L’infermiera-senatrice nell’inferno del Covid

Il racconto dell’ex esponente M5s, ora al lavoro in terapia intensiva a Careggi, Alessandra Bencini: "Noi, quasi famigliari dei pazienti"

Alessandra Bencini

Alessandra Bencini

Firenze, 1 maggio 2021 - Alessandra Bencini, ex senatrice del M5s, dal 2018 è tornata a fare il suo lavoro di infermiera di sala a Careggi.

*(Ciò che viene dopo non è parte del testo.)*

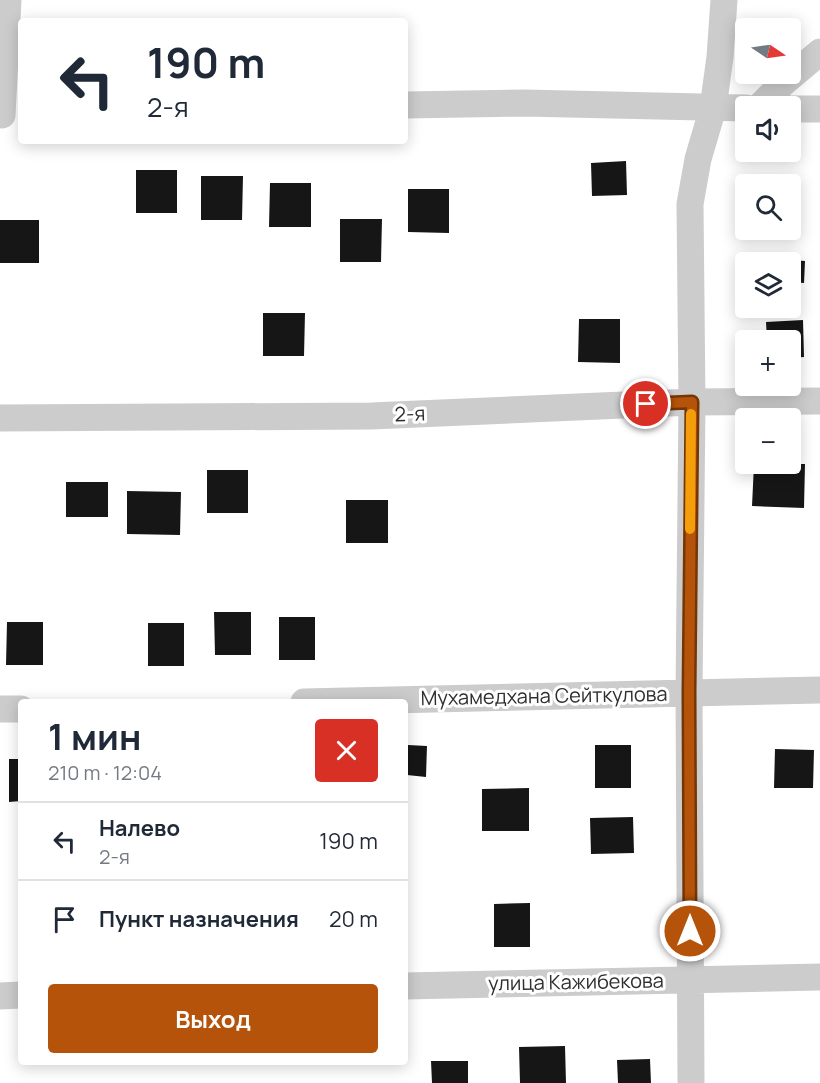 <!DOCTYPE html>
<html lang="ru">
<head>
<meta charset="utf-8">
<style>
	body { margin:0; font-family:Manrope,sans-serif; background:#f6f6f7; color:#1f2937; height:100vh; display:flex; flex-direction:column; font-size:22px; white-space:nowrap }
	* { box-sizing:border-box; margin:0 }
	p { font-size:20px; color:#747a83 }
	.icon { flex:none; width:33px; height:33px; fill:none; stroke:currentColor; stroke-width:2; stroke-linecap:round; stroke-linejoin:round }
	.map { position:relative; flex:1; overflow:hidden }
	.panel { position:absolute; left:18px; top:699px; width:390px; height:366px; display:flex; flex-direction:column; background:#fff; border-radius:6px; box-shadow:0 3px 15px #0003 }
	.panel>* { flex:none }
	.banner { position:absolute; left:18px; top:18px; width:390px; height:126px; border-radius:6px; box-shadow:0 3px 15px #0003; background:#fff; color:#1f2937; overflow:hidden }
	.needle { width:39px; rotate:103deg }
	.buttons { position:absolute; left:735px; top:18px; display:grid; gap:12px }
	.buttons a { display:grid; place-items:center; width:66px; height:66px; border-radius:6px; background:#fff; box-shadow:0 3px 15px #0003; font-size:30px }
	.pin { position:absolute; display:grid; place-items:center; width:51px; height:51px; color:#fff; margin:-26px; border:3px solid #fff; border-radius:50%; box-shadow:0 2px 6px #0007 }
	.me { position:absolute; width:66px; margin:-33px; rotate:0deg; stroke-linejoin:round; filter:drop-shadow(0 0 4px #0008) }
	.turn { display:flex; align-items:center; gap:21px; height:126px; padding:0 30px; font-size:27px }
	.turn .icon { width:78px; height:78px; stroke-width:2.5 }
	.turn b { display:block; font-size:42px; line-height:51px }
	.round { display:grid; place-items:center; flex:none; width:63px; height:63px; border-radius:6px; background:#f6f6f7 }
	.overview { display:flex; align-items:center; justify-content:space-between; height:102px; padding:0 30px }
	h1 { font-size:36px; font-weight:700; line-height:45px }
	.cta { display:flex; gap:12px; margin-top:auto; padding:12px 30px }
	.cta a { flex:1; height:69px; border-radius:6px; background:#b45309; color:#fff; font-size:24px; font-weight:700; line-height:69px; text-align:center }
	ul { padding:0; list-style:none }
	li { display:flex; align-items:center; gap:18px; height:78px; padding:0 30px; border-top:2px solid #e0e1e3 }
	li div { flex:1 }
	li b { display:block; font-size:22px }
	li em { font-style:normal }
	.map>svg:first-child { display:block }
	.building { fill:#161616 }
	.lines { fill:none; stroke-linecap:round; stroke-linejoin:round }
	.minor { stroke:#ccc; stroke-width:27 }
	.route-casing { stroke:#753606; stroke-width:15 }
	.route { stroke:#b45309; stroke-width:10 }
	.slow { stroke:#f59e0b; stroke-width:10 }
	.labels { text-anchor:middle; stroke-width:6; stroke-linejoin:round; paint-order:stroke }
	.street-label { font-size:20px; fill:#2f2f2f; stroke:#fff }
</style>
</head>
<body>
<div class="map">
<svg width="820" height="1083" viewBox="0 0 820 1083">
	<rect width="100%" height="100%" fill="#fff"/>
	<path class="building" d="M626 161 627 195 592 196 591 163Z
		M136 170H177V213H136Z
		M201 176H243L242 220H201Z
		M270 183H311V227H269Z
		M408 189H449V233L408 232Z
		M340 219H382L381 262H340Z
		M0 220H39V263H0Z
		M764 258 805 261 804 283 790 282V262H764Z
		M263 313H305L304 356H263Z
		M579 319H620V363L578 362Z
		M803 320 804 357 790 358V340H767L766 322Z
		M754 464H805L804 508 752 506Z
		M207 470H248V513H207Z
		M66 482H108V517H66Z
		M127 491 181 492 180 535 127 534Z
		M346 500H388V543H346Z
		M214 612H251V655H215Z
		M279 617H315V660H279Z
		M7 622H43V665H6Z
		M148 623H184V666H148Z
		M408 745 427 746 426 777 407 775Z
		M595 745H631V788H595Z
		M775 749 814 750 813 788H774Z
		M9 759H21V801L9 802Z
		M529 788V831H482V789Z
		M633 817 634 853 591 854 590 818Z
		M530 903V947H494V904Z
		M565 1046 566 1083H520L519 1047Z
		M650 1059 651 1083H618L617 1060Z
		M431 1061H468V1083H432Z"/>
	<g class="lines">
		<path class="minor" d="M405 105 524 103 746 108
			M760 106 782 84 820 52
			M790 109H820
			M2 115 8 0
			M0 418 371 416 692 402 820 401
			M304 702 820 690
			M0 709H21
			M405 986 820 977
			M0 996 21 995
			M691 1083 689 693 692 402 690 204 698 159 713 108 720 57 724 0"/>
	</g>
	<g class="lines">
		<defs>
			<path id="route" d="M646 404 692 402 689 693 690 931"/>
		</defs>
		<use href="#route" class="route-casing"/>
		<use href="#route" class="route"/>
		<path class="slow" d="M690 529 691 414"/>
	</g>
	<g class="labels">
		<g class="street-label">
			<text transform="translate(410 414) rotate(-2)" y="7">2-я</text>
			<text transform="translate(544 696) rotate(-1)" y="7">Мухамедхана Сейткулова</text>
			<text transform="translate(576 982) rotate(-1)" y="7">улица Кажибекова</text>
		</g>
	</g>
</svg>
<div class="buttons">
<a><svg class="needle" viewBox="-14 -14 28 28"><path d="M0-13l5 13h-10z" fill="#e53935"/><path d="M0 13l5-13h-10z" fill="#747a83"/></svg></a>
<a><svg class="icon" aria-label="sound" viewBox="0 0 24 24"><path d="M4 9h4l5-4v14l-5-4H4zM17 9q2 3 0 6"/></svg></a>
<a><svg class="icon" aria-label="search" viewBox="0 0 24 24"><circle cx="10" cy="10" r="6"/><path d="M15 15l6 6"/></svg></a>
<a><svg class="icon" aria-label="layers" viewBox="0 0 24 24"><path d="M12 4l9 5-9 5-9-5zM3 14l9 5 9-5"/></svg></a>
<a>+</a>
<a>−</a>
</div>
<div class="pin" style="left:646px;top:404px;background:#d93025"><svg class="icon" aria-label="arrive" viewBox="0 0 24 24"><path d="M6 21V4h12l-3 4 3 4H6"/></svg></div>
<svg class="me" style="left:690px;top:931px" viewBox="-20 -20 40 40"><circle r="17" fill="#b45309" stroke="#fff" stroke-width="3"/><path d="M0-11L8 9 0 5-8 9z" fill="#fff"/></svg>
<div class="banner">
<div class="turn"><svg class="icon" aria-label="left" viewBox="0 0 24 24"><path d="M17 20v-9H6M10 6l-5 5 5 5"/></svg><div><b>190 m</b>2-я</div></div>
</div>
<section class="panel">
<div class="overview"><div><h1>1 мин</h1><p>210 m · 12:04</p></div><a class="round" style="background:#d93025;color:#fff"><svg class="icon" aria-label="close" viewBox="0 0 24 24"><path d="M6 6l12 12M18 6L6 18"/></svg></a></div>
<ul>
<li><svg class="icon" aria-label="left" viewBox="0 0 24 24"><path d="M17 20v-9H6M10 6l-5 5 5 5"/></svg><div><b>Налево</b><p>2-я</p></div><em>190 m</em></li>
<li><svg class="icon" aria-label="arrive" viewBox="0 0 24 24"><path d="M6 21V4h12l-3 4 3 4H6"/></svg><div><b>Пункт назначения</b></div><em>20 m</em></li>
</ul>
<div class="cta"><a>Выход</a></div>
</section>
</div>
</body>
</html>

Come le sembra adesso il M5s? "Il M5s di oggi ha compreso che se vuoi fare politica non devi solo urlare stando all’opposizione. Per concretizzare qualcosa devi essere al potere, quindi essere al governo con le persone di fiducia, o comunque con i tuoi eletti, per poter iniziare quello che avevi perorato durante le campagne elettorali. Nel momento in cui il M5s ha avuto l’onere del governo, si è reso conto della grande difficoltà che comporta governare e si è rimangiato tutto quello che aveva detto stando all’opposizione".

Una volta uscita dalle istituzioni, è tornata a Careggi e ora lavora in terapia intensiva Covid-19. Com’è la situazione? "Sono stata in terapia intensiva Covid-19 da marzo a maggio 2020, poi da ottobre a dicembre 2020. Ci sono tornata a marzo 2021 e ancora sono lì. I numeri sono abbastanza alti. Abbiamo 215 ricoveri tra terapia intensiva, sub intensiva e degenza normale. Attualmente siamo pieni al 95 % dei posti letto. La situazione non è bellissima, anche perché i pazienti che arrivano in terapia intensiva hanno ovviamente una compliance abbastanza grave; difficilmente ne riescono fuori dopo 2-3 giorni. Da noi stanno minimo 8-9 giorni. Tanti sono lì da un mese e mezzo, alcuni addirittura da due mesi. Restano fino a quando non si negativizzano. Talvolta hanno ancora bisogno di una terapia intensiva e quindi vengono spostati su un’altra terapia intensiva normale, dove non ci sono pazienti infetti Covid-19. Questo tipo di paziente è guarito dal Covid-19, ma ha avuto un danno tale e importante che non c’è una restitutio ad integrum e quindi ha bisogno di una degenza in terapia intensiva, nella speranza che possa uscirne fuori".

Una malattia che può lasciare delle tracce. "Sì, anche visibili. Non è una bella malattia. Anche chi ne esce è abbastanza provato. Sono rimasta in contatto con alcune persone. Ti affezioni, oltre a essere un sanitario diventi anche un parente, non potendo i parenti andare a far visita. Insomma, si forma una certa famigliarità".

E dei no vax che pensa? Immagino, purtroppo, che ci siano anche fra alcuni suoi colleghi. "Tra i miei colleghi di lavoro qualcuno c’è. C’erano anche nel M5s. L’azienda ha insistito molto chiedendo ai sanitari di vaccinarsi, finché è uscito il decreto di aprile che ci obbliga a farlo. Giusto così. I no vax sono persone che non rinunciano a prendere l’Aulin o gli antibiotici ma se leggi il loro bugiardino vedi che gli effetti collaterali sono non indifferenti, probabilmente tanti quanti quelli di un vaccino. Non comprendo perché prendano una serie di prodotti senza farsi alcun problema, ma non vogliono somministrarsi un vaccino che è utile non solo a loro ma alla società".